Universidades privadas e públicas estão buscando alternativas e sinalizando os problemas na formação. Ivana Bentes, professora e pesquisadora da Escola de Comunicação e do programa de pós-graduação da UFRJ, acredita que um dos grandes problemas do ensino de jornalismo, atualmente, é a falta de conhecimento na ciência de dados, análise e interpretação de algoritmos de conteúdo e redes sociais. E aponta o jornalismo investigativo como uma área que precisa de mais atenção. “Tudo que diz respeito a esse campo do jornalismo de dados na produção de conteúdo é relevante. São ferramentas imprescindíveis. Precisamos de laboratórios nesta área e uma escola voltada a este campo”.

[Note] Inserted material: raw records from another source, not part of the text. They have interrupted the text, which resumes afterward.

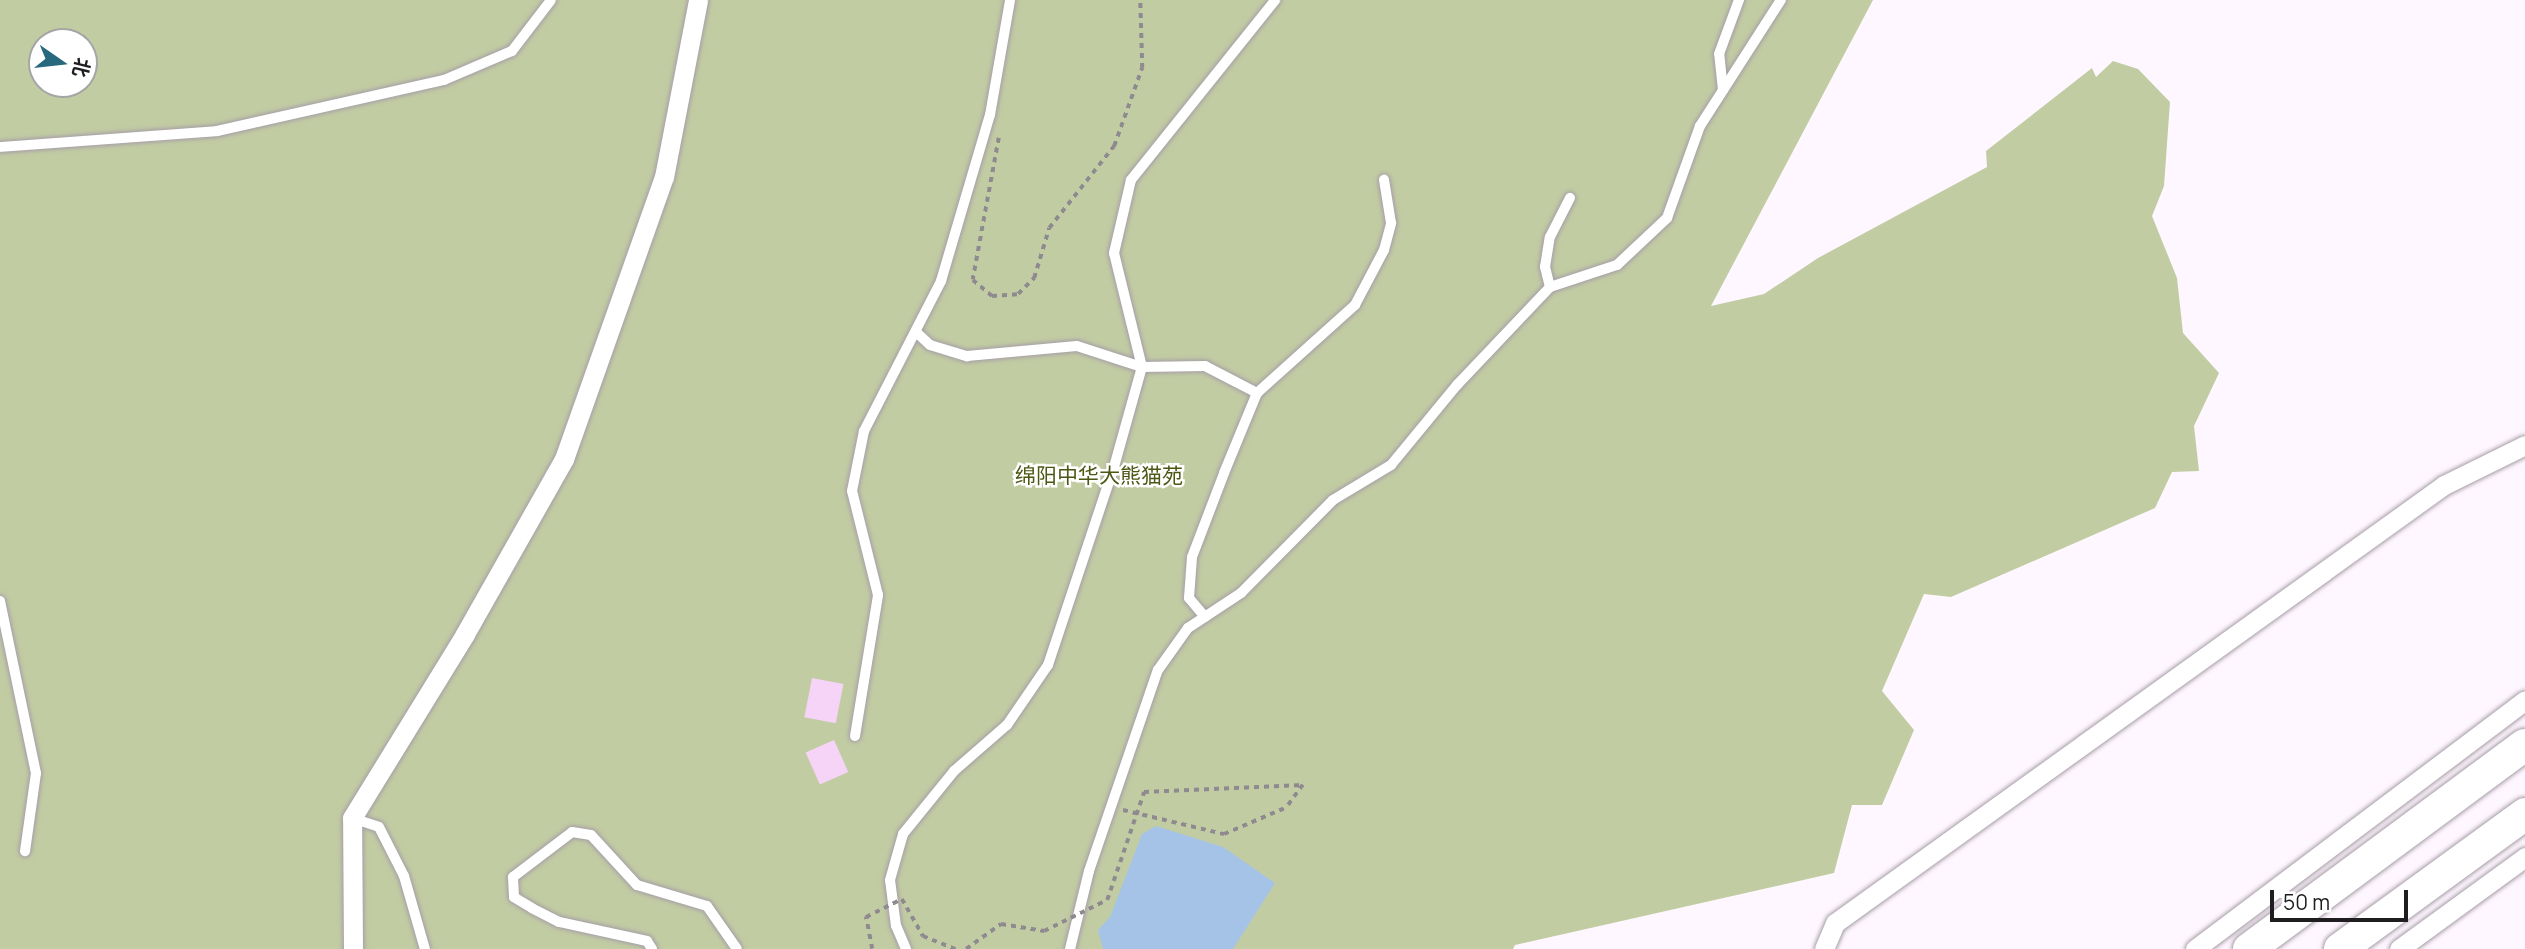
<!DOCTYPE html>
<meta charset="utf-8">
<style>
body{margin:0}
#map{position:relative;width:2525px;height:949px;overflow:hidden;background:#fff7ff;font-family:Manrope,"Noto Sans SC",sans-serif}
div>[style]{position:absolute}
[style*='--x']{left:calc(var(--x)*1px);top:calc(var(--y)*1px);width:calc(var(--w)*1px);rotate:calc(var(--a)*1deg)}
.green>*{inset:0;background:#c2cca3}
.water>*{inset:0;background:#a5c3e6}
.building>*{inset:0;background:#f6d4f7;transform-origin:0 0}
.path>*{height:3.5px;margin-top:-1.75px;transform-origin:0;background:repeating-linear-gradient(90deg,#8f8a90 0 5px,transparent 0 10px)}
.roads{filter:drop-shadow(0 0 2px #a79ea7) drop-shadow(0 0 2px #a79ea7)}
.lane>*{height:10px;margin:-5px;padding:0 5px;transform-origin:5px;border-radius:5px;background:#fff}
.street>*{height:19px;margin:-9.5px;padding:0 9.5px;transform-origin:9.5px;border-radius:9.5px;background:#fff}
.primary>*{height:32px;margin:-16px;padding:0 16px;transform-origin:16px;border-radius:16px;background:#fff}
.path-bridge>*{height:3.5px;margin-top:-1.75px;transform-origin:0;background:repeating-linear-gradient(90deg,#8f8a90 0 5px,transparent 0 10px)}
span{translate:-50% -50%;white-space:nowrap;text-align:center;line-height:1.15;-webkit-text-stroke:5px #fff;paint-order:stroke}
.park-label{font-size:21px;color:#4c5714}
.north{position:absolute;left:28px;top:28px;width:70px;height:70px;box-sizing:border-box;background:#fff;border:2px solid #a6a5a6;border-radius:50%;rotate:104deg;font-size:19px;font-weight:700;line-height:28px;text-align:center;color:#201d21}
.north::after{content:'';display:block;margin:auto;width:24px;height:32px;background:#28697d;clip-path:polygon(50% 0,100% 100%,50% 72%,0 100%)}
.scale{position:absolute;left:2270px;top:890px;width:138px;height:32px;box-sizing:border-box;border:4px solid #201d21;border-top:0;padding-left:9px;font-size:21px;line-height:24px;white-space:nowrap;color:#201d21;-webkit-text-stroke:5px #fff;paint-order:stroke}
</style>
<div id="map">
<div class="green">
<div style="clip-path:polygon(evenodd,0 0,1873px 0,1711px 306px,1764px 294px,1818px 258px,1987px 167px,1986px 151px,2092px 68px,2096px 77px,2113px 61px,2138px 69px,2170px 102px,2164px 186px,2152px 216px,2177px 278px,2183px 333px,2219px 373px,2194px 426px,2199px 471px,2172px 472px,2155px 508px,1951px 597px,1924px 594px,1882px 691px,1914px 730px,1882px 805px,1852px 805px,1834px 873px,1515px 945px,1513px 949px,0 949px,0 0,42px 42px,84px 42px,84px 84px,42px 84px,42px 42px)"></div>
</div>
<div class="water">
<div style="clip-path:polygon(1156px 826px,1223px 847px,1275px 883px,1233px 949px,1103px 949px,1098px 930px,1110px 917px,1142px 834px)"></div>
</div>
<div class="building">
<div style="left:812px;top:678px;width:32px;height:40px;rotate:11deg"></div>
<div style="left:834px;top:740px;width:35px;height:31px;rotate:66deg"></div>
</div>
<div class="path">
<div style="--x:999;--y:138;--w:144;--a:100.4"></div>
<div style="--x:973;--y:280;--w:25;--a:40"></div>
<div style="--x:992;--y:296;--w:26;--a:-4"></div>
<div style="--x:1018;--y:294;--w:23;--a:-45"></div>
<div style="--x:1034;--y:278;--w:52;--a:-73.3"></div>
<div style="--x:1049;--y:228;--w:105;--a:-51.6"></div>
<div style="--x:1114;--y:146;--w:83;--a:-70.3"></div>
<div style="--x:1142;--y:68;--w:68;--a:-91.7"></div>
<div style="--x:1123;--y:810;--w:104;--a:13.4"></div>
<div style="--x:1224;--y:834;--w:69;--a:-23.2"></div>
</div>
<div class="roads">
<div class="lane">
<div style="--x:1723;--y:90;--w:36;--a:-96"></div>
<div style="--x:1719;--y:54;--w:58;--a:-69.7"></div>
<div style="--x:0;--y:147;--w:218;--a:-4.2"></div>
<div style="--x:217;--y:131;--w:233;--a:-12.7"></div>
<div style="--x:444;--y:80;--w:74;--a:-23.1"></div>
<div style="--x:512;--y:51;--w:64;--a:-52.6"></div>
<div style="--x:1550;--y:287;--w:21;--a:-104"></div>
<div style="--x:1545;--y:267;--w:30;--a:-81"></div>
<div style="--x:1550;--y:237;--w:44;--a:-62.9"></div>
<div style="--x:916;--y:332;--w:19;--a:43"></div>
<div style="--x:930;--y:345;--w:39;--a:17"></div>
<div style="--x:967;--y:356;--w:110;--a:-5.2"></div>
<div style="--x:1077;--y:346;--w:68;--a:17.9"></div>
<div style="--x:1142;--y:367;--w:63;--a:-0.9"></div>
<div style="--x:1205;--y:366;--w:59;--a:27.4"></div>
<div style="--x:0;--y:601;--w:176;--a:78.2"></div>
<div style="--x:36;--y:773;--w:79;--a:98"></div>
<div style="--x:1205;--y:617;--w:25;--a:-130"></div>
<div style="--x:1189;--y:598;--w:41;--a:-85.8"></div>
<div style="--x:1192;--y:557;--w:90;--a:-69.1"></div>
<div style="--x:1224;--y:473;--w:87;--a:-67.6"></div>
<div style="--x:1257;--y:393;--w:132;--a:-41.9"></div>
<div style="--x:1355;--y:305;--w:62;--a:-62.2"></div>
<div style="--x:1384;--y:250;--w:28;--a:-75"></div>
<div style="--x:1391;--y:223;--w:44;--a:-99.2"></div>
<div style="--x:855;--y:736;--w:143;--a:-80.7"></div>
<div style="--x:878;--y:595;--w:107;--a:-104"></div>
<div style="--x:852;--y:491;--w:61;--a:-78.7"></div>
<div style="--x:864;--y:431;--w:169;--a:-62.8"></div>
<div style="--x:941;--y:281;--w:173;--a:-73.6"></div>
<div style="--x:990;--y:115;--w:117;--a:-80.1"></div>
<div style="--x:352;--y:818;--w:28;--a:18"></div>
<div style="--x:379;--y:827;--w:55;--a:63"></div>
<div style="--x:404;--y:876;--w:76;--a:74"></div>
<div style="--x:652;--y:949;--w:9;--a:-122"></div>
<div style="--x:647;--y:941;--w:90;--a:-167.8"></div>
<div style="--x:559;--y:922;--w:30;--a:-153"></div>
<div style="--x:532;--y:908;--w:21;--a:-149"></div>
<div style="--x:514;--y:897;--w:20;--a:-93"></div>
<div style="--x:513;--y:877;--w:74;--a:-37.3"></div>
<div style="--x:572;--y:832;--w:19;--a:9"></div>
<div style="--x:591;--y:835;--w:68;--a:47.4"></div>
<div style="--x:637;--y:885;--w:73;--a:16.7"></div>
<div style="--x:707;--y:906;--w:52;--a:55.1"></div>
<div style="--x:906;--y:949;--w:25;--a:-113"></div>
<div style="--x:896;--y:926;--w:46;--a:-97.4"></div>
<div style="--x:890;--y:880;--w:48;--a:-74.2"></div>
<div style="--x:903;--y:834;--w:81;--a:-51"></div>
<div style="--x:954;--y:771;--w:70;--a:-41"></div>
<div style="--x:1007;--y:725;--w:73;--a:-55.7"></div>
<div style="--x:1048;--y:665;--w:209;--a:-71.6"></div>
<div style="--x:1114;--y:467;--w:104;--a:-74.4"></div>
<div style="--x:1142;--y:367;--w:117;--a:-103.8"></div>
<div style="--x:1114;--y:253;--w:75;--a:-76.9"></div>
<div style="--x:1131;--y:180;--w:231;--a:-51.3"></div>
<div style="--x:1070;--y:949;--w:80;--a:-76.3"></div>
<div style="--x:1089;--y:871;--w:213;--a:-71.1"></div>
<div style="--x:1158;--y:670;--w:52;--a:-54.5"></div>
<div style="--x:1188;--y:628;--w:64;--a:-33.4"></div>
<div style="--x:1241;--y:593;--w:131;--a:-45.3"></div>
<div style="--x:1333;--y:500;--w:68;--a:-31.1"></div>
<div style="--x:1391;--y:465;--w:104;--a:-50.5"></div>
<div style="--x:1457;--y:385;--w:135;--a:-46.5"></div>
<div style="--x:1550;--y:287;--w:71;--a:-18.2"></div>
<div style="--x:1617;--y:265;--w:69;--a:-43.2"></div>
<div style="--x:1667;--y:218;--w:98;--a:-70.3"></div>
<div style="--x:1700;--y:126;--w:150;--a:-57.3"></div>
</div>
<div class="street">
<div style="--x:353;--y:949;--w:131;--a:-90.4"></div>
<div style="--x:352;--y:818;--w:216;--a:-58.4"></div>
<div style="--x:465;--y:634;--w:201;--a:-60.5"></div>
<div style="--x:564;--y:459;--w:299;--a:-70.5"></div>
<div style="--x:664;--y:177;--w:180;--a:-79.1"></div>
<div style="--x:1824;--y:949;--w:28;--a:-67"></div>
<div style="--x:1835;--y:923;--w:750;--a:-35.72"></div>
<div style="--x:2444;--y:485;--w:90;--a:-26.3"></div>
<div style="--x:2195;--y:949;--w:413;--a:-37"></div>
<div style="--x:2399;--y:949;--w:156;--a:-36.1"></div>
</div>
<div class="primary">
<div style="--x:2249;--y:949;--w:343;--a:-36.5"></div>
<div style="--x:2340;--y:949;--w:229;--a:-36.1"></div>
</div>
</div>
<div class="path-bridge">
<div style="--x:872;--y:949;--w:33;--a:-101"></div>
<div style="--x:866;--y:917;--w:40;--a:-26.6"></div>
<div style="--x:902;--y:899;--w:43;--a:60.4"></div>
<div style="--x:923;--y:936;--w:35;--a:22"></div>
<div style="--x:966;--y:949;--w:43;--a:-35.5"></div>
<div style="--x:1001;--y:924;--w:44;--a:9.2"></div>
<div style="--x:1044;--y:931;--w:70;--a:-26.2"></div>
<div style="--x:1107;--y:900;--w:114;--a:-71.1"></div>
<div style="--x:1144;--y:792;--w:159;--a:-2.5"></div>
<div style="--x:1303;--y:785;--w:27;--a:126"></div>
</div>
<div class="park-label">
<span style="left:1099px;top:475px">绵阳中华大熊猫苑</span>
</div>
<div class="north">北</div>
<div class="scale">50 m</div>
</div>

Para Ewerton, são muitas ofertas de tecnologia no mercado e é preciso se familiarizar com as mais diferentes plataformas e novas linguagens. “É um grande desafio que a tecnologia trouxe e têm impacto na formação dos estudantes”.
Alguns projetos em andamento, como o da Agência UVA, através de parcerias com empresas, buscam levar o mundo real para dentro da sala de aula. O estudante Luiz Couto, que participa do projeto, disse que expandiu seus horizontes, percebendo como é o ritmo real do trabalho e o dia a dia do jornalista. Freling, por exemplo, contou que só aprendeu o que era realmente uma reunião de pauta quando participou de uma. “Cheguei na reunião com uma ideia, mas vi que apresentar uma pauta era muito além disso”.
Para Leda Costa, professora adjunta da Unicarioca e professora de programa de pós-graduação da UERJ (Universidade Estadual do Rio de Janeiro), este dois mundos precisam dialogar mais. “É preciso preparar o aluno para o atual momento do mercado, mas, dentro da graduação, também é necessário que a formação possa proporcionar um desenvolvimento de um senso crítico”. Ela explica que é preciso conciliar a formação profissional e humana. “Existe uma crença de que existe pouca dedicação dos alunos, mas nessa hora o professor precisa perguntar a eles o porquê disso”, avalia a professora.